Re: in a Stalinist country, take 'populism' with a one ton grain of salt
Jun 26, 2009, 14:07
PMM wrote:
I know exactly what you mean, but that's not true of HH. I know I'm guilty of a degree of utopianism from time to time, but I don't see anyone here attempting to defend or recommend authoritarianism or totalitarianism.

Er... that'd be me, maybe? I'm quite open about it, in fact. I feel that the unsustainable nature of our society makes some form of authoritarianism inevitable. A combination of consumer capitalism and representative democracy has created a quite unholy mess, and they are not the tools by which it can be cleaned up.
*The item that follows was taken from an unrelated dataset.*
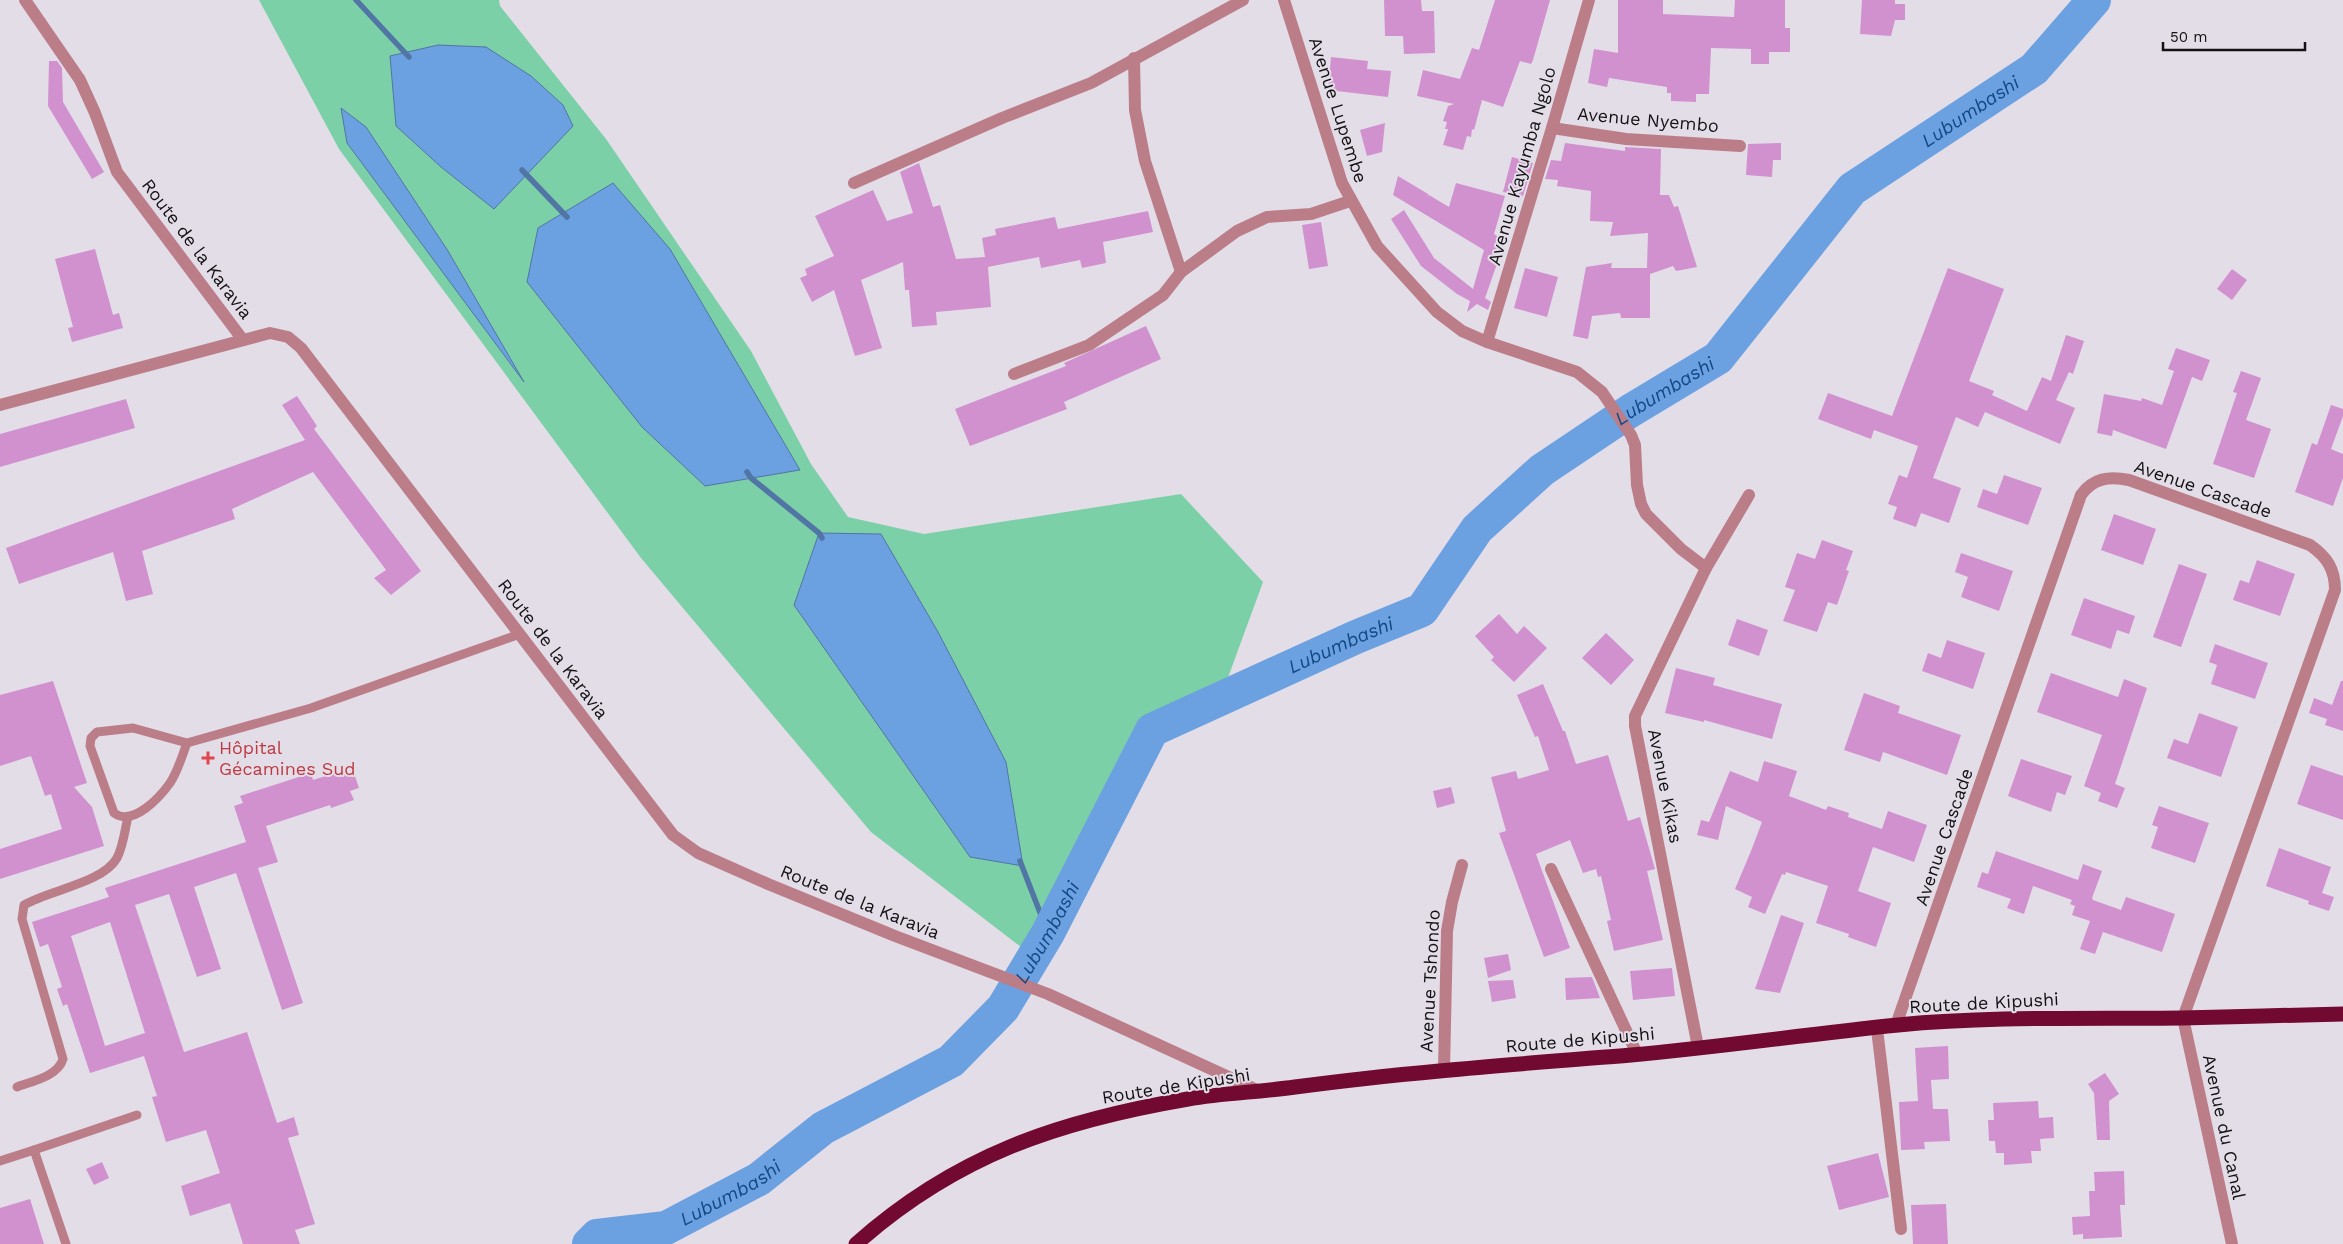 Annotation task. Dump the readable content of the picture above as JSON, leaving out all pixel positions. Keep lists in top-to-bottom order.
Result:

My humble suggestion would be that we don't wait for authoritarianism to be imposed upon us by resource depletion. Because down that road lies the kind of totalitarianism that Stalin, Hitler and Pol Pot made so very famous. Allowing capitalism to consume and destroy the ecology of which we are part is literally suicide. And the resulting collapse will be ripe for exploitation by the uglier faces of both left and right.

But why does authoritarianism have to be totalitarian? I'm not sure that it does. And I certainly don't wear a Stalin badge. Who here has ever defended Stalinism, by the way? That was an interesting accusation.

See, we already accept a level of authoritarianism. During World War Two -- ironically, as part of the fight against fascism -- Britain introduced some quite draconian "emergency measures". Land and goods requisitions, rationing and whole host of policies (including limitations on freedom of speech) that were quite simply authoritarian. No two ways about it.

We may argue about specific policies or individual implementations of them, but there's little doubt that most of these restrictions would (a) seem very severe and authoritarian to us today (getting thrown in jail for buying bread on the blackmarket!), and (b) were almost certainly necessary.

Resource depletion and ecological collapse may well pose risks far greater than any political ideology, however reprehensible. A similar kind of "war response" is required from us, and it won't come about out of popular demand. Very few people ever vote for less to eat. And nobody riots for it.

But we have a wonderful opportunity to shape the future nonetheless. A chance to write the rules for ourselves. And to set up the authority under which we will live. Specify its mandate and parameters, along with the limitations of its scope.

And we work out a way of doing it right. By saying it's impossible because... "Look! Stalin!" you are saying that Stalin was the very best we are capable of. We can't do better than him? Really? Well, I'm pretty sure we can.

If we do nothing and allow capitalism to run rampant over the planet... allow human desire to sate itself until there's just nothing left... then we invite our worst nightmares down upon us. But if we try to impose sustainable limits on our desires, and yes, use dreaded "authority" to enforce those limits; then we might surprise ourselves and salvage something workable out of this technological clusterfuck we built around ourselves.